◆ **What the task requires**
Each line in the entries below that holds the string "absolute" is to be listed.

Data excerpts
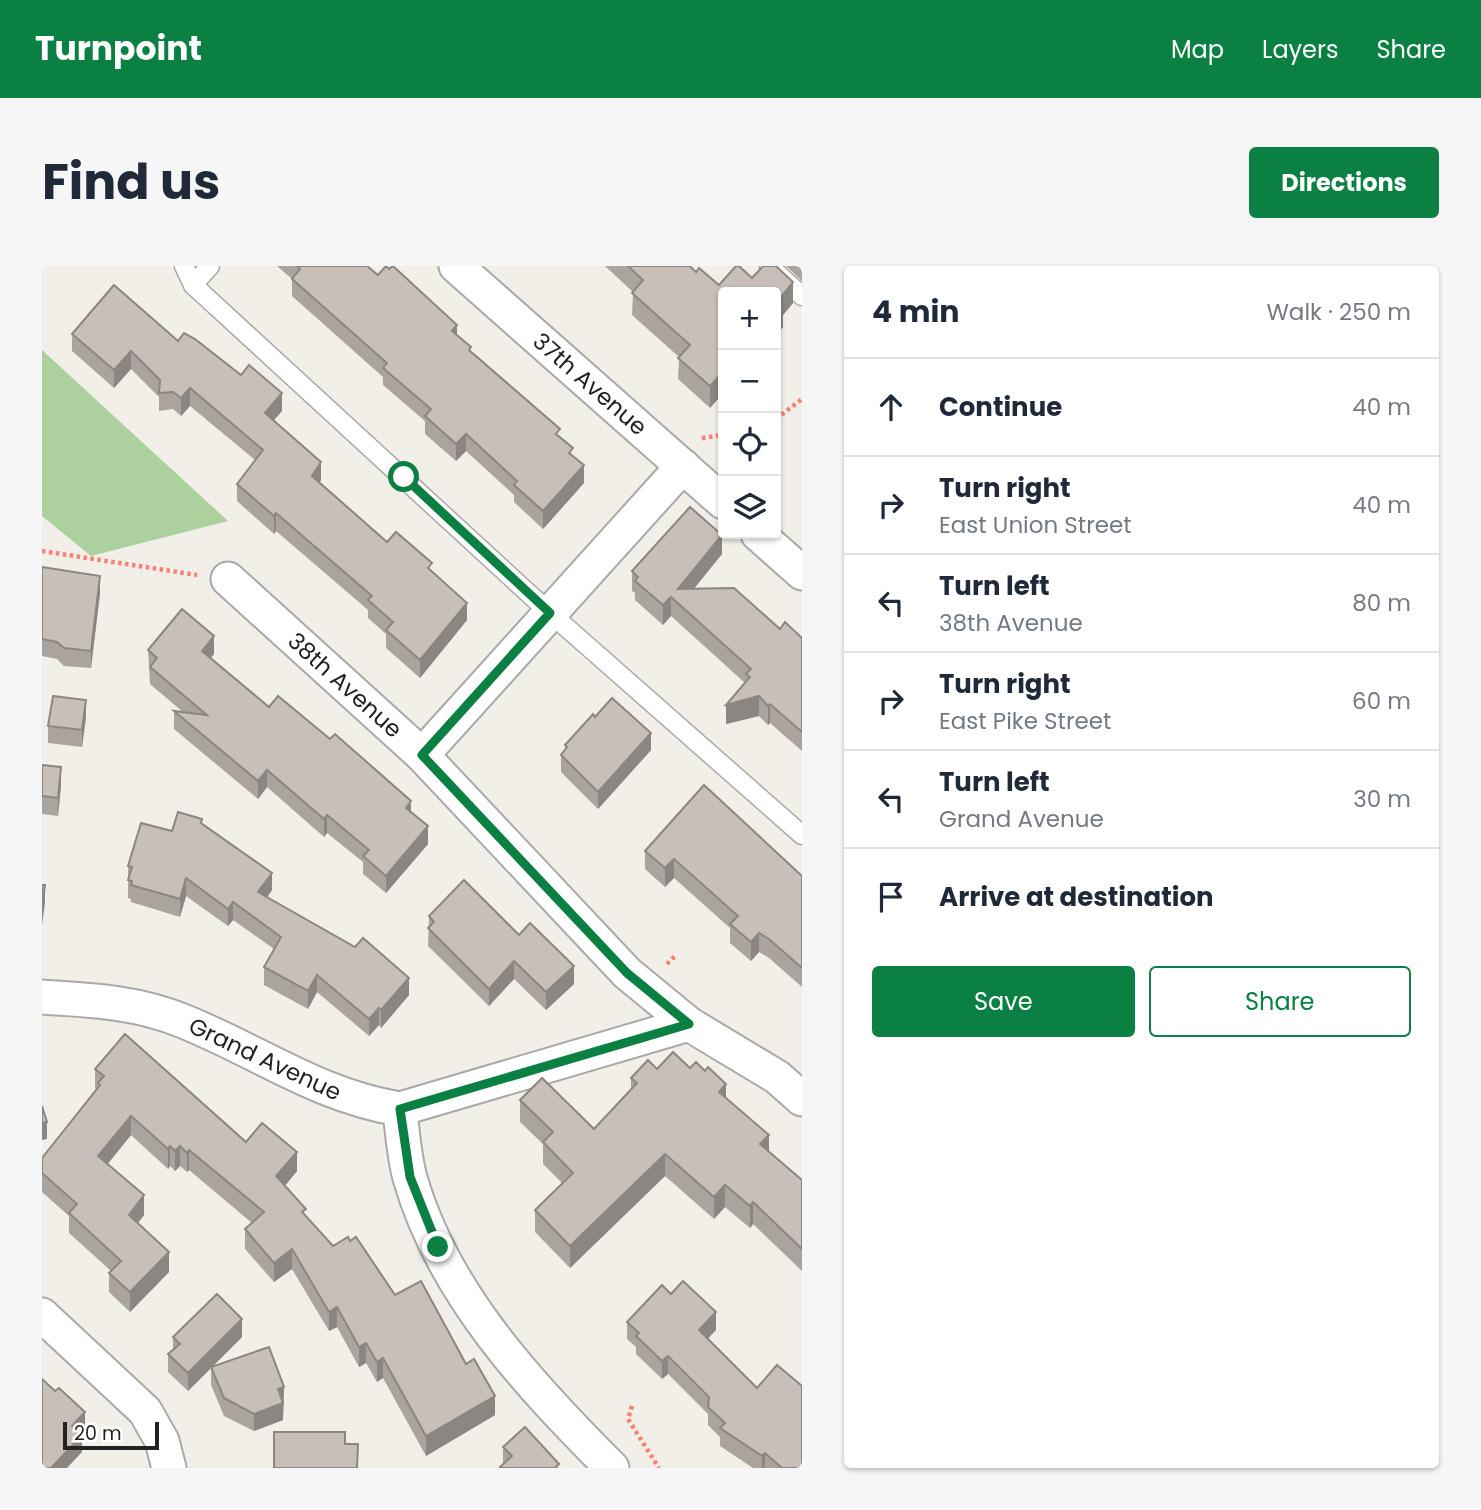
<!DOCTYPE html>
<meta charset="utf-8">
<style>
body{margin:0;font-family:Poppins,sans-serif;background:#f6f6f7;color:#1f2937}
.controls{position:absolute;right:21px;top:21px;display:grid;overflow:hidden;border-radius:7px;box-shadow:0 2px 5px #0004}
.controls button{width:63px;height:63px;display:grid;place-items:center;padding:0;border:0;border-bottom:2px solid #e0e1e3;background:#fff;color:#1f2937;font:35px sans-serif}
.scale{position:absolute;left:21px;bottom:18px;width:96px;box-sizing:border-box;padding-left:7px;border:4px solid #222;border-top:0;font-size:19px;line-height:24px;white-space:nowrap;color:#222;-webkit-text-stroke:5px #fff;paint-order:stroke}
.stop{position:absolute;width:21px;height:21px;margin:-16px;border:5px solid #0b8043;border-radius:50%;background:#fff}
.stop.end{background:#0b8043;border-color:#fff;box-shadow:0 2px 7px #0008}
.list{margin:0;padding:0;list-style:none}
h2{display:flex;justify-content:space-between;align-items:center;height:91px;margin:0;padding:0 28px;font-size:30px}
h2 small{font-size:23px;font-weight:400;color:#747a83}
.list li{display:grid;grid-template-columns:46px 1fr auto;gap:21px;align-items:center;box-sizing:border-box;height:98px;padding:0 28px;border-top:2px solid #e0e1e3}
.list b{display:block;font-size:26px;white-space:nowrap}
.list p{margin:0;font-size:23px;white-space:nowrap;color:#747a83}
.list em{font-size:23px;font-style:normal;color:#747a83}
.actions{display:flex;gap:14px;padding:21px 28px}
.actions a{flex:1;padding:16px 0;border:2px solid #0b8043;border-radius:7px;text-align:center;font-size:24px;color:#0b8043}
.actions .main{background:#0b8043;color:#fff}
.icon{flex:none;width:38px;height:38px;fill:none;stroke:currentColor;stroke-width:2;stroke-linecap:round;stroke-linejoin:round}
.map{position:relative;flex:none;width:760px;height:1202px;overflow:hidden;border-radius:7px}
header{display:flex;align-items:center;gap:42px;box-sizing:border-box;height:98px;padding:0 35px;background:#0b8043;color:#fff}
header strong{font-size:33px}
nav{display:flex;gap:38px;margin-inline-start:auto;font-size:24px}
.intro{display:flex;align-items:center;justify-content:space-between;box-sizing:border-box;height:168px;padding:0 42px}
h1{margin:0;font-size:49px}
.button{padding:18px 32px;border-radius:7px;background:#0b8043;color:#fff;font-size:24px;font-weight:700}
main{display:flex;gap:42px;padding:0 42px}
aside{flex:1;background:#fff;border-radius:7px;box-shadow:0 2px 5px #0004}
.map>svg:first-child{display:block}
.forest{fill:#add19e}
.lines{fill:none;stroke-linecap:round;stroke-linejoin:round}
.service-casing{stroke:#a9a9a9;stroke-width:21}
.minor-casing{stroke:#a9a9a9;stroke-width:37}
.path{stroke:#fa8072;stroke-width:4.5;stroke-dasharray:3.5 3.5;stroke-linecap:butt}
.service{stroke:#fff;stroke-width:18}
.minor{stroke:#fff;stroke-width:33}
.wall{fill:#aba49e}
.shaded-wall{fill:#8b8681}
.building{fill:#c7bfb8;stroke:#8b8681;stroke-width:2}
.route{stroke:#0b8043;stroke-width:9}
.labels{text-anchor:middle;dominant-baseline:central;stroke-width:6;stroke-linejoin:round;paint-order:stroke}
.street-label{font-size:23px;fill:#222;stroke:#fff}
</style>
<header>
<strong>Turnpoint</strong>
<nav><a>Map</a><a>Layers</a><a>Share</a></nav>
</header>
<div class="intro"><h1>Find us</h1><a class="button">Directions</a></div>
<main>
<div class="map">
<svg width="760" height="1202" viewBox="0 0 760 1202">
<rect width="100%" height="100%" fill="#f2efe9"/>
<polygon class="forest" points="0,84 186,255 49,290 0,250"/>
<g class="lines">
<defs>
<g id="service">
<polyline points="142,0 151,19 508,347 760,569"/>
<polyline points="727,0 760,30"/>
<polyline points="151,19 168,0"/>
</g>
<g id="minor">
<polyline points="414,0 681,236"/>
<polyline points="716,268 760,307"/>
<polyline points="186,313 380,489 585,707 647,758 735,811 760,833"/>
<polyline points="380,489 641,200"/>
<path d="M0,731C49,734 95,736 141,755C216,785 276,830 358,843C360,865 362,890 368,912C401,1027 487,1119 570,1202"/>
<polyline points="358,843 647,758"/>
<polyline points="0,1049 103,1145 120,1175 127,1202"/>
</g>
</defs>
<use href="#service" class="service-casing"/>
<use href="#minor" class="minor-casing"/>
<g class="path">
<polyline points="734,153 760,133"/>
<polyline points="660,172 681,169"/>
<polyline points="0,285 155,309"/>
<polyline points="625,698 634,689"/>
<polyline points="590,1140 586,1153 617,1202"/>
</g>
<use href="#service" class="service"/>
<use href="#minor" class="minor"/>
</g>
<g class="wall">
<polygon points="235,0 325,0 415,69 429,86 518,171 531,190 542,217 501,263 472,236 472,229 424,185 414,195 383,168 383,155 341,119 341,111 250,30 250,13"/>
<polygon points="563,0 648,0 654,6 657,2 677,19 694,0 697,0 710,12 721,0 734,0 751,16 751,37 741,49 741,61 734,69 734,26 681,26 681,127 668,142 636,113 637,91 590,49 591,26"/>
<polygon points="744,0 760,0 760,15"/>
<polygon points="30,68 136,75 240,145 232,154 279,214 277,217 345,276 390,306 425,354 378,412 344,382 344,368 326,352 326,344 234,265 232,268 195,235 195,218 213,194 148,140 139,150 131,143 117,145 117,131 89,103 72,122 30,85"/>
<polygon points="680,288 652,323 738,363 760,372 760,485 728,457 726,459 717,450 684,458 703,417 629,350 621,359 593,334 593,327 590,325 590,305"/>
<polygon points="0,301 58,327 49,402 22,400 15,393 0,390"/>
<polygon points="106,384 172,388 169,392 227,441 369,546 386,578 344,627 321,608 321,596 285,567 282,571 225,521 216,533 132,463 132,445 141,446 108,418"/>
<polygon points="44,451 40,481 6,477 6,460"/>
<polygon points="523,479 609,484 556,543 519,506 519,489 523,484"/>
<polygon points="0,499 19,519 16,550 0,548"/>
<polygon points="160,558 230,624 225,631 367,729 339,762 337,759 327,770 275,726 266,743 222,719 222,701 232,683 191,654 186,660 144,630 138,651 89,636 89,633 86,632 86,600"/>
<polygon points="603,585 760,610 760,721 727,692 717,686 709,695 688,677 688,662 632,612 623,621 603,603"/>
<polygon points="387,650 477,669 532,718 504,744 472,713 447,740 386,680"/>
<polygon points="648,802 684,832 727,885 760,914 760,1005 711,958 708,962 683,941 672,953 623,910 528,1002 493,966 493,944 521,918 501,898 501,878 478,856 478,834 552,863 589,823 589,812 615,803"/>
<polygon points="53,803 204,876 255,905 243,920 264,950 291,980 308,975 353,1029 424,1098 453,1149 384,1190 341,1112 335,1116 324,1097 317,1101 295,1061 287,1065 250,1003 232,1016 203,983 203,963 210,957 147,904 145,906 138,900 133,905 128,900 126,903 89,869 65,898 102,949 96,957 127,1006 88,1046 67,1026 67,1007 69,1005 27,967 27,950 0,926 0,892 54,823 53,822"/>
<polygon points="585,1056 674,1064 665,1073 760,1202 711,1202 678,1180 678,1171 666,1159 666,1148 626,1108 620,1113 594,1088 594,1081 585,1073"/>
<polygon points="131,1071 200,1071 146,1125 126,1106 126,1088 131,1084"/>
<polygon points="169,1101 242,1121 241,1154 212,1165 182,1150 169,1119"/>
<polygon points="461,1181 517,1202 458,1202 461,1198"/>
</g>
<g class="shaded-wall">
<polygon points="751,16 751,37 741,49 741,61 734,69 734,48 736,35"/>
<polygon points="415,59 415,77 410,65"/>
<polygon points="89,85 89,103 72,122 72,104"/>
<polygon points="681,106 681,127 668,142 668,120"/>
<polygon points="148,122 148,140 139,150 139,132"/>
<polygon points="240,127 240,145 223,164 223,147"/>
<polygon points="424,168 424,185 414,195 414,178"/>
<polygon points="279,196 279,214 270,227 270,210"/>
<polygon points="542,199 542,217 501,263 501,245"/>
<polygon points="234,247 234,265 232,268 232,250"/>
<polygon points="680,269 680,288 638,339 636,323"/>
<polygon points="58,310 58,327 49,402 49,385"/>
<polygon points="629,331 629,350 621,359 621,339"/>
<polygon points="425,337 425,354 378,412 378,394"/>
<polygon points="172,370 172,388 160,403 160,385"/>
<polygon points="717,430 717,450 684,458 684,439"/>
<polygon points="44,434 44,451 40,481 40,464"/>
<polygon points="728,438 728,457 726,459 726,440"/>
<polygon points="609,467 609,484 556,543 556,526"/>
<polygon points="19,501 19,519 16,550 16,532"/>
<polygon points="225,504 225,521 216,533 216,515"/>
<polygon points="369,535 369,553 364,542"/>
<polygon points="285,549 285,567 282,571 282,553"/>
<polygon points="386,560 386,578 344,627 344,610"/>
<polygon points="632,593 632,612 623,621 623,602"/>
<polygon points="230,607 230,624 216,644 216,626"/>
<polygon points="144,612 144,630 138,651 138,633"/>
<polygon points="3,619 3,637 0,659 0,641"/>
<polygon points="191,636 191,654 186,660 186,643"/>
<polygon points="717,667 717,686 709,695 709,676"/>
<polygon points="472,695 472,713 447,740 447,723"/>
<polygon points="532,700 532,718 504,744 504,726"/>
<polygon points="275,709 275,726 266,743 266,725"/>
<polygon points="367,712 367,729 339,762 339,744"/>
<polygon points="337,742 337,759 327,770 327,753"/>
<polygon points="684,818 684,840 677,826"/>
<polygon points="89,850 89,869 56,910 56,890"/>
<polygon points="5,856 5,873 0,874 0,857"/>
<polygon points="727,869 727,891 718,878"/>
<polygon points="128,880 128,900 126,903 126,883"/>
<polygon points="138,880 138,900 133,905 133,885"/>
<polygon points="147,884 147,904 145,906 145,887"/>
<polygon points="255,886 255,905 234,930 234,910"/>
<polygon points="623,888 623,910 528,1002 528,980"/>
<polygon points="683,919 683,941 672,953 672,931"/>
<polygon points="102,929 102,949 87,968 87,949"/>
<polygon points="711,936 711,958 708,962 708,940"/>
<polygon points="250,983 250,1003 232,1016 232,997"/>
<polygon points="127,986 127,1006 88,1046 88,1026"/>
<polygon points="295,1041 295,1061 287,1065 287,1046"/>
<polygon points="674,1046 674,1064 657,1082 657,1064"/>
<polygon points="200,1053 200,1071 146,1125 146,1107"/>
<polygon points="324,1077 324,1097 317,1101 317,1081"/>
<polygon points="626,1090 626,1108 620,1113 620,1095"/>
<polygon points="341,1092 341,1112 335,1116 335,1096"/>
<polygon points="242,1121 241,1154 212,1165 212,1148 236,1123"/>
<polygon points="453,1130 453,1149 384,1190 384,1170"/>
<polygon points="43,1146 43,1164 30,1177 30,1160"/>
<polygon points="40,1169 40,1186 25,1202 9,1202"/>
<polygon points="723,1187 723,1202 720,1202 720,1190"/>
</g>
<g class="building">
<polygon points="255,0 325,0 336,9 344,0 347,3 351,0 415,59 410,65 429,81 427,84 518,163 514,168 531,182 527,187 542,199 501,245 472,219 475,215 424,168 414,178 383,150 389,143 341,102 345,97 250,13 258,3"/>
<polygon points="586,0 648,0 654,6 657,2 677,19 694,0 697,0 710,12 721,0 734,0 751,16 736,35 741,40 734,48 734,26 681,26 681,106 668,120 636,92 648,79 590,27 601,14"/>
<polygon points="72,19 136,75 142,67 153,73 199,109 207,99 240,127 223,147 279,196 270,210 345,276 354,266 390,297 386,302 425,337 378,394 344,364 351,356 326,334 330,330 234,247 232,250 195,218 221,184 148,122 139,132 131,126 117,127 118,114 89,85 72,104 30,68"/>
<polygon points="648,241 680,269 636,323 692,322 738,363 743,356 760,372 760,466 728,438 726,440 717,430 684,439 708,411 704,408 709,403 629,331 621,339 593,315 596,311 590,305"/>
<polygon points="0,301 58,310 49,385 22,382 15,376 0,373"/>
<polygon points="140,343 172,370 160,385 227,441 236,430 288,473 293,468 369,535 364,542 386,560 344,610 321,590 327,584 285,549 282,553 225,504 216,515 132,445 165,449 108,401 115,392 106,384"/>
<polygon points="11,430 44,434 40,464 6,460"/>
<polygon points="570,432 609,467 556,526 519,489 525,481 523,479 551,448 553,451"/>
<polygon points="0,499 19,501 16,532 0,530"/>
<polygon points="662,519 760,610 760,702 727,673 717,667 709,676 688,658 696,650 632,593 623,602 603,585"/>
<polygon points="136,546 160,553 159,557 230,607 216,626 313,681 321,672 367,712 339,744 337,742 327,753 275,709 266,725 222,701 239,671 191,636 186,643 144,612 138,633 89,619 90,615 86,614 90,601 86,600 99,557 130,565"/>
<polygon points="422,614 477,669 488,657 532,700 504,726 472,695 447,723 386,662 392,656 387,650"/>
<polygon points="0,619 3,619 0,641"/>
<polygon points="83,768 204,876 220,857 255,886 234,910 264,943 260,946 291,980 306,971 308,975 314,971 353,1029 379,1015 424,1098 432,1093 453,1130 384,1170 341,1092 335,1096 324,1077 317,1081 295,1041 287,1046 250,983 232,997 203,963 222,946 147,884 145,887 138,880 133,885 128,880 126,883 89,850 56,890 102,929 87,949 127,986 88,1026 67,1007 79,995 27,947 35,938 0,907 0,892 58,819 56,817 62,810 53,803"/>
<polygon points="631,786 648,802 654,796 663,805 666,801 684,818 677,826 727,869 718,878 760,914 760,983 711,936 708,940 683,919 672,931 623,888 528,980 493,944 531,907 501,876 511,866 478,834 500,812 552,863 595,817 589,812 606,794 615,803"/>
<polygon points="0,840 5,856 0,857"/>
<polygon points="641,1015 674,1046 657,1064 715,1122 735,1099 760,1120 760,1202 740,1202 723,1187 720,1190 678,1162 683,1157 666,1141 667,1131 626,1090 620,1095 594,1070 597,1067 585,1056 620,1019 629,1028"/>
<polygon points="175,1028 200,1053 146,1107 126,1088 138,1078 131,1071"/>
<polygon points="227,1081 242,1121 236,1123 241,1137 212,1148 182,1132 169,1101"/>
<polygon points="0,1113 13,1125 17,1122 43,1146 30,1160 40,1169 9,1202 0,1202"/>
<polygon points="483,1161 517,1198 513,1202 460,1202 458,1201 470,1190 461,1181"/>
<polygon points="232,1166 303,1166 303,1178 316,1178 315,1202 232,1202"/>
</g>
<g class="lines">
<polyline class="route" points="362,211 508,347 380,489 585,707 647,758 358,843 368,911 396,981"/>
</g>
<g class="labels">
<g class="street-label">
<text transform="translate(548 118) rotate(41)">37th Avenue</text>
<text transform="translate(303 419) rotate(42)">38th Avenue</text>
<text transform="translate(223 793) rotate(25)">Grand Avenue</text>
</g>
</g>
</svg>
<div class="controls">
<button>+</button>
<button>−</button>
<button><svg class="icon" aria-label="locate" viewBox="0 0 24 24"><circle cx="12" cy="12" r="6"/><path d="M12 2v4M12 18v4M2 12h4M18 12h4"/></svg></button>
<button><svg class="icon" aria-label="layers" viewBox="0 0 24 24"><path d="M12 4l9 5-9 5-9-5zM3 14l9 5 9-5"/></svg></button>
</div>
<div class="scale">20 m</div>
<div class="stop" style="left:362px;top:211px"></div>
<div class="stop end" style="left:396px;top:981px"></div>
</div>
<aside>
<h2>4 min<small>Walk · 250 m</small></h2>
<ul class="list">
<li><svg class="icon" aria-label="ahead" viewBox="0 0 24 24"><path d="M12 20V5M6 11l6-6 6 6"/></svg><div><b>Continue</b></div><em>40 m</em></li>
<li><svg class="icon" aria-label="right" viewBox="0 0 24 24"><path d="M7 20v-9h11M14 6l5 5-5 5"/></svg><div><b>Turn right</b><p>East Union Street</p></div><em>40 m</em></li>
<li><svg class="icon" aria-label="left" viewBox="0 0 24 24"><path d="M17 20v-9H6M10 6l-5 5 5 5"/></svg><div><b>Turn left</b><p>38th Avenue</p></div><em>80 m</em></li>
<li><svg class="icon" aria-label="right" viewBox="0 0 24 24"><path d="M7 20v-9h11M14 6l5 5-5 5"/></svg><div><b>Turn right</b><p>East Pike Street</p></div><em>60 m</em></li>
<li><svg class="icon" aria-label="left" viewBox="0 0 24 24"><path d="M17 20v-9H6M10 6l-5 5 5 5"/></svg><div><b>Turn left</b><p>Grand Avenue</p></div><em>30 m</em></li>
<li><svg class="icon" aria-label="arrive" viewBox="0 0 24 24"><path d="M6 21V4h12l-3 4 3 4H6"/></svg><div><b>Arrive at destination</b></div></li>
</ul>
<div class="actions"><a class="main">Save</a><a>Share</a></div>
</aside>
</main>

◆ **Reply**
.controls{position:absolute;right:21px;top:21px;display:grid;overflow:hidden;border-radius:7px;box-shadow:0 2px 5px #0004}
.scale{position:absolute;left:21px;bottom:18px;width:96px;box-sizing:border-box;padding-left:7px;border:4px solid #222;border-top:0;font-size:19px;line-height:24px;white-space:nowrap;color:#222;-webkit-text-stroke:5px #fff;paint-order:stroke}
.stop{position:absolute;width:21px;height:21px;margin:-16px;border:5px solid #0b8043;border-radius:50%;background:#fff}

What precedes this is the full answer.